Andrei respondió moviendo las caderas, gimiendo alto y enredando las piernas en el talle del moreno. Grozny volvió a besarlo con vehemencia, furioso y dominante. Lo escupió en la boca y le obligó a tragarse su saliva—. Eres mío, ¿te queda claro? De aquí en adelante sólo yo podré cogerte. Era lo que querías, ¿no? Pues bien, no tendrás derecho a quejas.

Escuchó la advertencia y parpadeando aturdido, apartó la mirada de los ojos rencorosos de Grozny. ¿Sería siempre de aquel modo? Roman era cruel, fincándole toda la responsabilidad, como si Andrei lo obligara a tener sexo con él, a engañar a la esposa que decía amar. Grozny le culparía cada vez que tuviera oportunidad, Andrei ya lo había asimilado, pues de esta manera le sería más sencillo aliviar su conciencia: condenar a otro lo indultaba a él, en su jerga de policía.

Y no se quejaba. Andrei estaba acostumbrado a ser sentenciado sin juicio de por medio; era culpable de la muerte de Sasha, de la locura de su madre, del alcoholismo de su padre y de la infelicidad de Katrina. ¿Qué importancia tenía una acusación más? Casi podía escucharlo… su voz áspera, retumbando con eco: chiquillo lujurioso, una puta… aprovechándose de su soledad en una fría ciudad, alejado de su familia, con la Muerte haciéndole constantes guiños. Quizá, al final, Grozny podría sentirse incluso una víctima.

Y Nina… Nina lo perdonaría. Las mujeres del Este solían ser abnegadas, como Katrina. Porque Roman y Nina eran una familia. Y Andrei no podía competir contra eso.

La familia está sobrevalorada, solía reconfortarle Vladimir. Mi padre se cargó a mi hermano y yo ayudé a cavar la tumba. Mis hijos me ven como a un extraño y yo a ellos. No necesito una familia, Andrei. Sólo a ti.

Sólo a ti.

—Estás llorando.

La voz seca de Roman lo sacudió del trance involuntario al que se había sumergido. Palpó sus mejillas y las encontró húmedas. Roman se hizo a un lado, malhumorado y, levantándose de la cama, farfulló: —¡¿Lloras mientras tenemos sexo?! ¿Qué clase de actitud es esa, Andrei? ¡Me haces sentir como si estuviera violándote!
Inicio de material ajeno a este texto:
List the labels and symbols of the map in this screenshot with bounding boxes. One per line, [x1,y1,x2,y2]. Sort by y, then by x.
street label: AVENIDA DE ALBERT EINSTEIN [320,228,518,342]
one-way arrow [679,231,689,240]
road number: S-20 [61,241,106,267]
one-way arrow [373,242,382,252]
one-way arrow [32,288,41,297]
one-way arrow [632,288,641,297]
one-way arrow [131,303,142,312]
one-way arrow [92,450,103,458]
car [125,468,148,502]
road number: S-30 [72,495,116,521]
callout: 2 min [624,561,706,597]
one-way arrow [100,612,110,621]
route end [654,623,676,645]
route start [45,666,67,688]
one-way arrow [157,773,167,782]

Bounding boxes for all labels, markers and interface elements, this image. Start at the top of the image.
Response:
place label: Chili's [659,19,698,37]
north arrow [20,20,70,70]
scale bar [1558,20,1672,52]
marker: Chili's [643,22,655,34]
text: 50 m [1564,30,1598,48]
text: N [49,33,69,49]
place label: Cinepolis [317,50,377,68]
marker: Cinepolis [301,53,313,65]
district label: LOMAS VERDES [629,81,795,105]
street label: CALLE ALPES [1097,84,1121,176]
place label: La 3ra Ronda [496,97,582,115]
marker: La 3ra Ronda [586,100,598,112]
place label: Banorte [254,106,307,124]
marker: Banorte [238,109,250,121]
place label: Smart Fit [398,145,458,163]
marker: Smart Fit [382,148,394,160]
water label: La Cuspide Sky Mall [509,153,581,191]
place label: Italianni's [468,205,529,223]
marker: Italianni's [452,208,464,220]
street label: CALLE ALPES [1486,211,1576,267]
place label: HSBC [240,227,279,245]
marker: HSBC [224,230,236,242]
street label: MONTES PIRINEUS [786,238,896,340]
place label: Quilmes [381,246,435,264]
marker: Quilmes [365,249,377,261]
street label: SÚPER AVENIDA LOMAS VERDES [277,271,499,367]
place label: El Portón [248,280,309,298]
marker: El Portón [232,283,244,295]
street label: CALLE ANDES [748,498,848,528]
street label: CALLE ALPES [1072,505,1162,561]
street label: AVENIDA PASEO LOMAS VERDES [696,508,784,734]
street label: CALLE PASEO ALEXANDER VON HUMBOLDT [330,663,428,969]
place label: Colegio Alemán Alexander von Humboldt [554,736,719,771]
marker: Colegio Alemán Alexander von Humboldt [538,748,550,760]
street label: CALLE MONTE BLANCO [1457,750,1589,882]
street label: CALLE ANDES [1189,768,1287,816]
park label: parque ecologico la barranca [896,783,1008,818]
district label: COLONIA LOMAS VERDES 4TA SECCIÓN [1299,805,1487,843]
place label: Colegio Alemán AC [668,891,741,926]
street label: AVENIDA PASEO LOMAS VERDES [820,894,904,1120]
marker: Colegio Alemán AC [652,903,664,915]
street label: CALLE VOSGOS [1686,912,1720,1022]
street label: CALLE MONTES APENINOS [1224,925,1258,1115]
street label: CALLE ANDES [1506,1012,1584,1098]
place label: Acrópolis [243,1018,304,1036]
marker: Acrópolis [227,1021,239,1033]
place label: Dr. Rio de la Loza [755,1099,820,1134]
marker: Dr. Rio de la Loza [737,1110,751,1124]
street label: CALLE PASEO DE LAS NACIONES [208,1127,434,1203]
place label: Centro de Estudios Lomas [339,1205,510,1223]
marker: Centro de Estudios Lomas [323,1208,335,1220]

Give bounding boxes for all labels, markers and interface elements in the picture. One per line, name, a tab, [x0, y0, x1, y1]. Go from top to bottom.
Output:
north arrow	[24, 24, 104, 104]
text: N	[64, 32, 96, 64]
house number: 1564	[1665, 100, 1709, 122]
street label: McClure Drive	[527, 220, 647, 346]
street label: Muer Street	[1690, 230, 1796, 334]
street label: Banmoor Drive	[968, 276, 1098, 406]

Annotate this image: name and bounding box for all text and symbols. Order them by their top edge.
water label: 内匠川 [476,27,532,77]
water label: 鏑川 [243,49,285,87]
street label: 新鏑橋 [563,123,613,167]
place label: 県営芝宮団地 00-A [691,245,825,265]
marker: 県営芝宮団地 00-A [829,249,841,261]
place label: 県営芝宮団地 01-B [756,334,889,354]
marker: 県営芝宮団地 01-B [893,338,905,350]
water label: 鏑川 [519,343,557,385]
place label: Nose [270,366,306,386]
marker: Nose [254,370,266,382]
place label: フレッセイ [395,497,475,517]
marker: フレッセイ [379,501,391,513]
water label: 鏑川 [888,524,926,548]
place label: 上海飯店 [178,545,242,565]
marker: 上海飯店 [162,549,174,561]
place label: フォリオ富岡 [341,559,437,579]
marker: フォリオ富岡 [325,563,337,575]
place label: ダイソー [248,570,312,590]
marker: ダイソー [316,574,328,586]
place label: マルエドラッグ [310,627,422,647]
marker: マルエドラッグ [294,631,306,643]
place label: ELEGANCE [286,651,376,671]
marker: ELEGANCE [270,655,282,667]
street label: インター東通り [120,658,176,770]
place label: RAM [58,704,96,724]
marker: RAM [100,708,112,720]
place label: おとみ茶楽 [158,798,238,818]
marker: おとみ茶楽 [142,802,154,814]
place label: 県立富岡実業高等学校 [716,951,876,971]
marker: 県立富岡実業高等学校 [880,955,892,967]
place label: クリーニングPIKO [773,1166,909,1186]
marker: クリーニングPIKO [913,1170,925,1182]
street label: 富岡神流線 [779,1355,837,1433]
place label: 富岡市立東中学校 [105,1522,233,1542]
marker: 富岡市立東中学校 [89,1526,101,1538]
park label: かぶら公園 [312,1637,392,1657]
Andrei también se incorporó.

—¡¿Y qué hay de ti?! ¡¿Acaso yo sí tengo que soportar que me veas con odio mientras me la metes?! No tengo ningún hechizo sobre ti, Roman. Me coges porque se te da la gana. ¡Toma la parte que te corresponde!

Roman no le permitió abandonar la habitación. Le tomó por el brazo y lo acercó hacia su pecho. Tenía el semblante arrepentido.

—No podría verte con odio aunque quisiera, Andrei. Mi situación es complicada y tú eres una constante distracción. En el trabajo, con mi familia. Me siento abrumado, de repente revolucionado. Perdóname si te he tratado con violencia.

Se discernió sincero pero Andrei no le creyó. Su mirada había sido brutalmente honesta. Aun así decidió tranquilizarse en su cálido abrazo.

—De modo que… ¿soy una constante distracción? —Citó, momentos después, en tono juguetón—. ¿Sabes? Si te lo propones puedes ser bastante galante.

Grozny sonrió divertido, palmeando la nalga desnuda de Andrei.

—Entonces, ¿disculpas aceptadas?

Andrei agachó la cabeza, balanceándose de una pierna a otra.

—Sólo no vuelvas a mirarme así. Como Grozny ve a un Vor V Zakone.

Roman rió, de aquel modo franco que a Andrei tanto le gustaba. Elevó su cabeza con suavidad. Los ojos oceánicos se clavaron en su corazón inseguro, se sintió perdido en el azul congelado mientras se le revelaba una escalofriante verdad: se había enamorado, nuevamente, de un hombre imposible.

 —A un Vor jamás podría besarlo—confesó Grozny, depositando un ligero beso sobre la punta de la nariz pecosa del jovencito. —Y menos aún, hacerle el amor. —Lamió el camino de sus lágrimas y Andrei se sosegó, derrotado ante el destino aceptó las caricias de buena gana—. ¿Por qué no nos duchamos y acabamos de una vez con lo que empezaste?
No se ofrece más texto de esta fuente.